I think I will try PyCall with zarr for our use cases first and see how it performs.

Ah. I didn’t realise you were after a cloud solution. Given that the object is stored in the cloud, my guess is the bottleneck will be upload/download speed, rather than PyCall, so hopefully that should work out fine. But, as you say, best to test it out first.

Cheers,

Colin

Just being curious, how large is the data? Eg compressed/uncompressed in GB, total and for the typical array.

@fabiangans Why the insistence on parallel I/O Do you really need that? At Tamas Papp says, please give some ideas of your data sizes.
I was going to start wittering about CEPH storage here, as the block diagram for HDF5-Cloud looks like it should work with CEPHH also. But I dont have anything meaningful to say.
HDF5-Cloud does look very interesting though!

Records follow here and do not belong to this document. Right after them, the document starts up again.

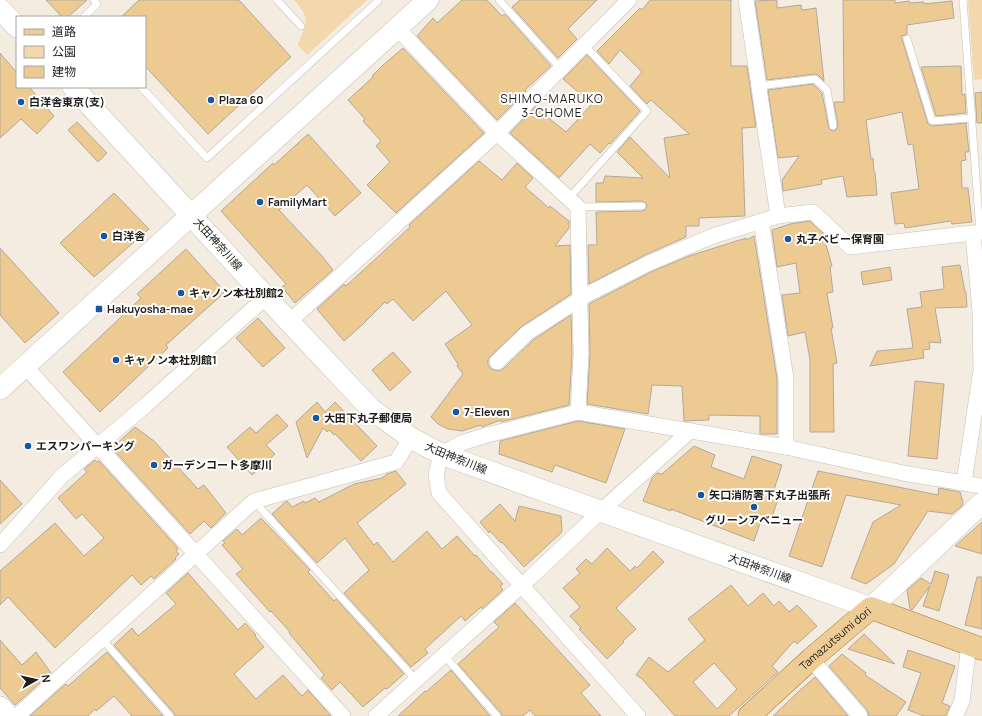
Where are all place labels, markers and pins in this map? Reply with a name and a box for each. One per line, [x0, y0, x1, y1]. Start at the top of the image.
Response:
place label: Plaza 60 [219, 92, 264, 107]
place label: 白洋舎東京(支) [29, 94, 105, 109]
marker: Plaza 60 [206, 95, 216, 105]
marker: 白洋舎東京(支) [16, 97, 26, 107]
place label: FamilyMart [268, 194, 327, 209]
marker: FamilyMart [255, 197, 265, 207]
place label: 白洋舎 [112, 228, 146, 243]
marker: 白洋舎 [99, 231, 109, 241]
place label: 丸子ベビー保育園 [796, 231, 884, 246]
marker: 丸子ベビー保育園 [783, 234, 793, 244]
place label: キャノン本社別館2 [189, 285, 284, 300]
marker: キャノン本社別館2 [176, 288, 186, 298]
place label: Hakuyosha-mae [107, 301, 194, 316]
marker: Hakuyosha-mae [94, 304, 104, 314]
place label: キャノン本社別館1 [124, 352, 217, 367]
marker: キャノン本社別館1 [111, 355, 121, 365]
place label: 7-Eleven [464, 404, 510, 419]
marker: 7-Eleven [451, 407, 461, 417]
place label: 大田下丸子郵便局 [324, 410, 412, 425]
marker: 大田下丸子郵便局 [311, 413, 321, 423]
place label: エスワンパーキング [36, 438, 135, 453]
marker: エスワンパーキング [23, 441, 33, 451]
place label: ガーデンコート多摩川 [162, 457, 272, 472]
marker: ガーデンコート多摩川 [149, 460, 159, 470]
place label: 矢口消防署下丸子出張所 [709, 487, 830, 502]
marker: 矢口消防署下丸子出張所 [696, 490, 706, 500]
marker: グリーンアベニュー [749, 502, 759, 512]
place label: グリーンアベニュー [705, 512, 803, 527]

However have you looked at Adios? I came across it recently in connection with parallel IO from the OpenFOAM CDF code.
https://www.olcf.ornl.gov/center-projects/adios/
https://wiki.scinet.utoronto.ca/wiki/images/8/8c/Adios-techtalk-may2012.pdf

The whole uncompressed dataset is about 1TB at the moment, it may grow by a factor of 2-3, but not by orders of magnitude. The compressed size is about 100GB.

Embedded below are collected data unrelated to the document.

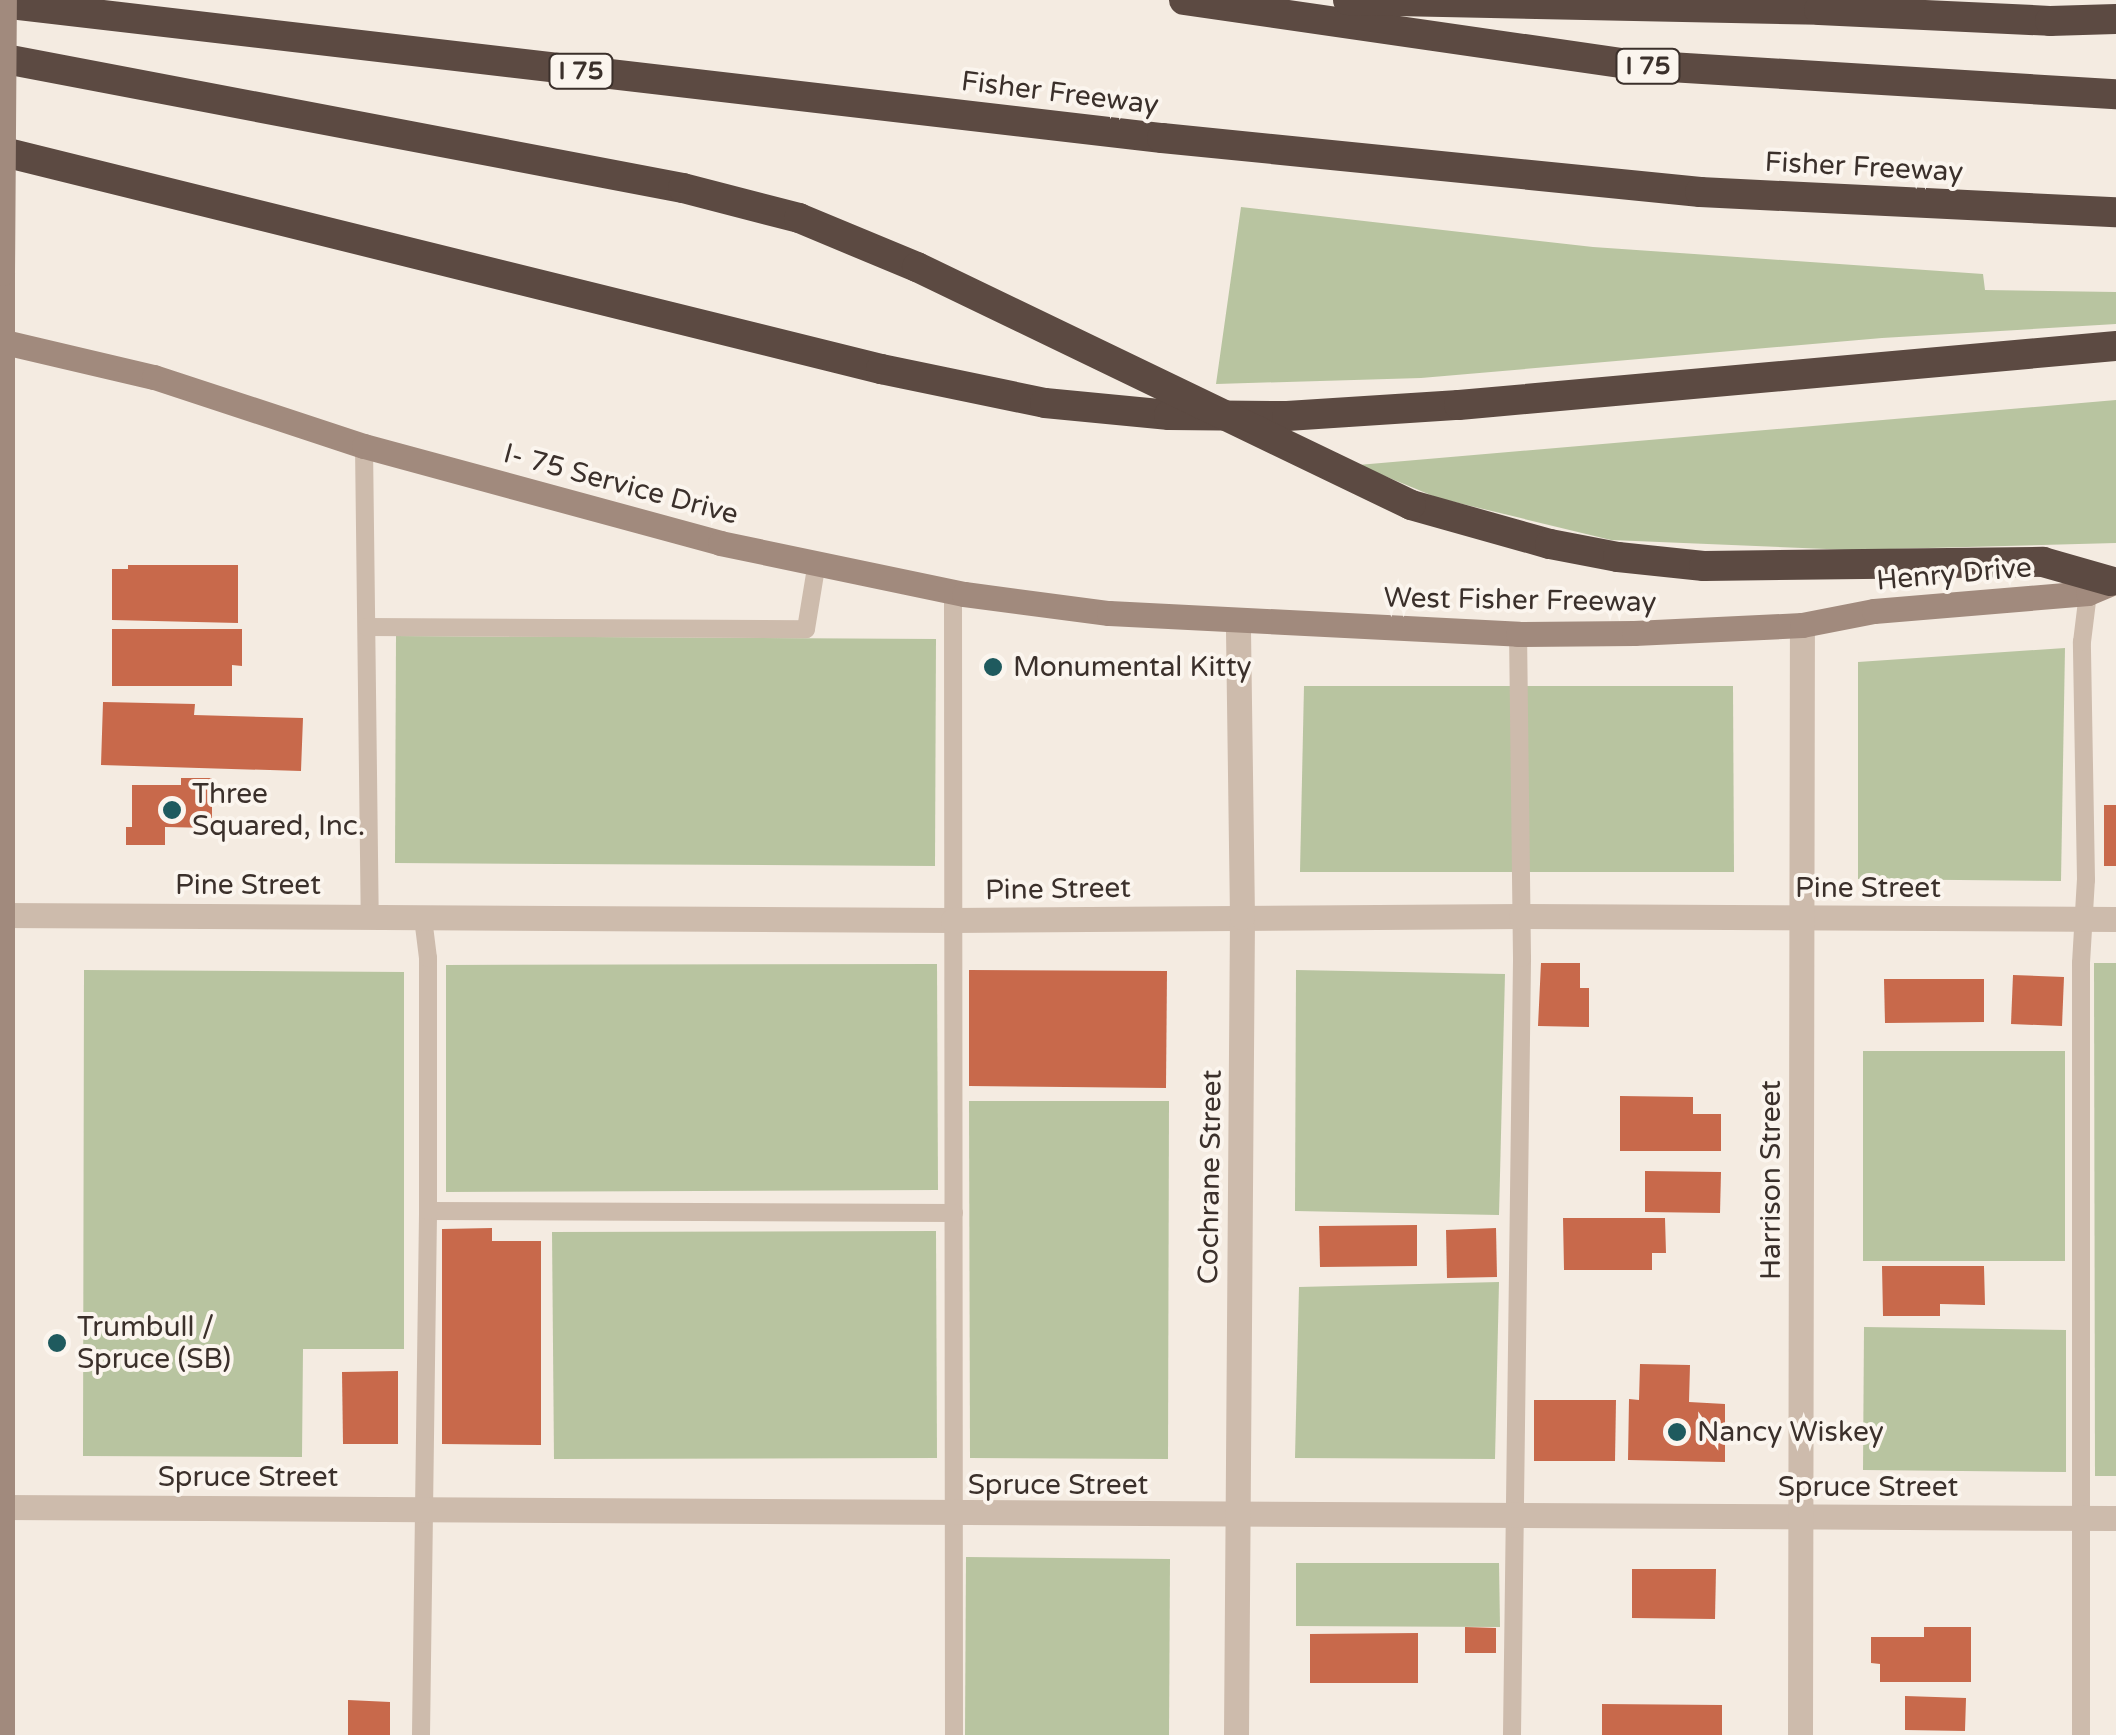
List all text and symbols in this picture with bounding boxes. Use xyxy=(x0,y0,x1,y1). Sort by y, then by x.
road number: I 75 xyxy=(1613,46,1683,86)
road number: I 75 xyxy=(546,51,616,91)
street label: Fisher Freeway xyxy=(959,64,1161,122)
street label: Fisher Freeway xyxy=(1764,145,1964,189)
street label: I- 75 Service Drive xyxy=(500,436,742,532)
street label: Henry Drive xyxy=(1875,550,2033,598)
street label: West Fisher Freeway xyxy=(1383,581,1657,619)
place label: Monumental Kitty xyxy=(1013,650,1252,684)
marker: Monumental Kitty xyxy=(982,656,1004,678)
place label: Three Squared, Inc. xyxy=(192,777,365,843)
marker: Three Squared, Inc. xyxy=(161,799,183,821)
street label: Pine Street xyxy=(175,868,321,902)
street label: Pine Street xyxy=(985,871,1131,907)
street label: Pine Street xyxy=(1795,871,1941,905)
street label: Cochrane Street xyxy=(1191,1069,1229,1285)
street label: Harrison Street xyxy=(1754,1080,1788,1280)
place label: Trumbull / Spruce (SB) xyxy=(77,1310,231,1376)
marker: Trumbull / Spruce (SB) xyxy=(46,1332,68,1354)
place label: Nancy Wiskey xyxy=(1697,1415,1884,1449)
marker: Nancy Wiskey xyxy=(1666,1421,1688,1443)
street label: Spruce Street xyxy=(158,1460,338,1494)
street label: Spruce Street xyxy=(968,1468,1148,1502)
street label: Spruce Street xyxy=(1778,1470,1958,1504)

So far the dataset is stored in a set of NetCDF files (which are internally HDF5 files), where a single file is 1.6GB uncompressed and about 160MB compressed.

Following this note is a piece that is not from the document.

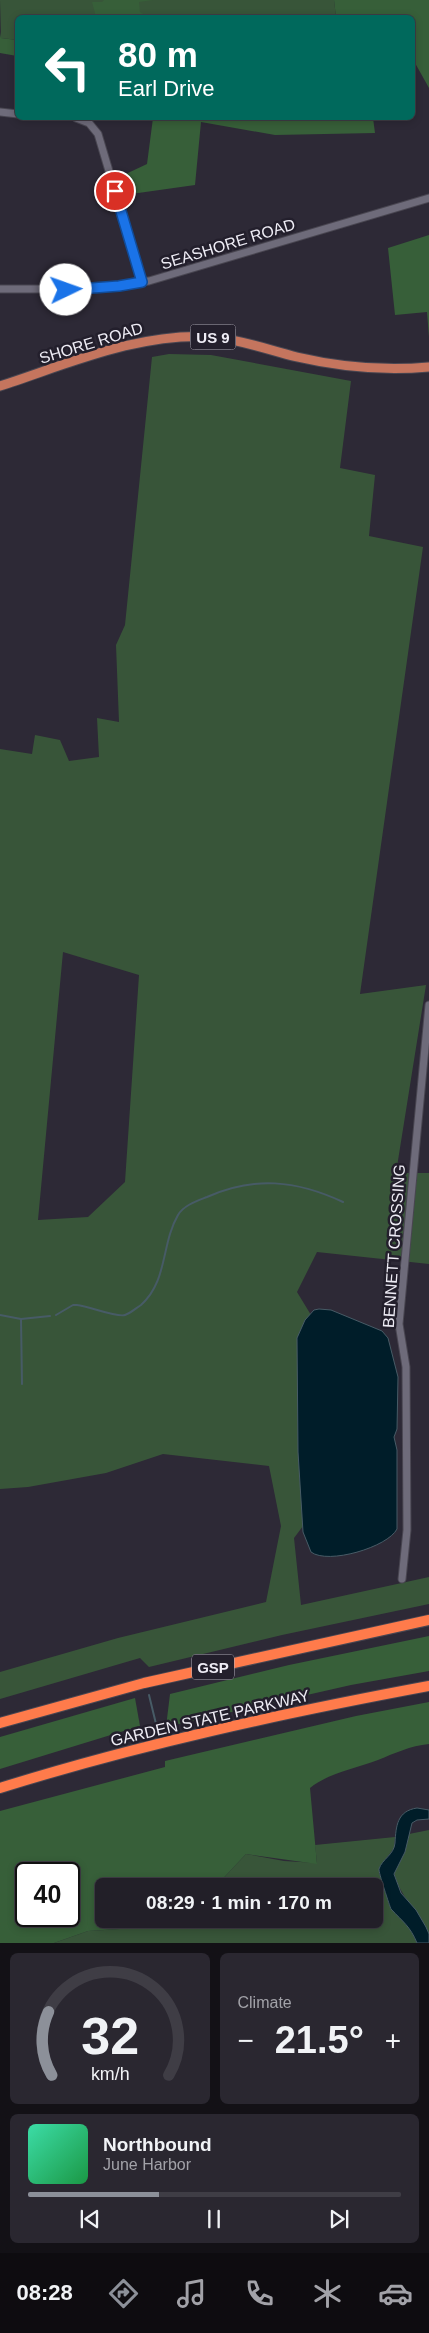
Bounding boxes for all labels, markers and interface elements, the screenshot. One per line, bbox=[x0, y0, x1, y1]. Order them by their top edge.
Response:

One reason we want to go for object storage is that it is simply cheaper at most cloud providers.

I cannot add anything useful here, other than saying that you should cost in moving the data into or out of your chosen cloud platform.
Some Googling leads to this interesting blog post:
http://matthewrocklin.com/blog/work/2018/02/06/hdf-in-the-cloud

I have no idea what Cloud Optimized Geo tiff is but it might interest you.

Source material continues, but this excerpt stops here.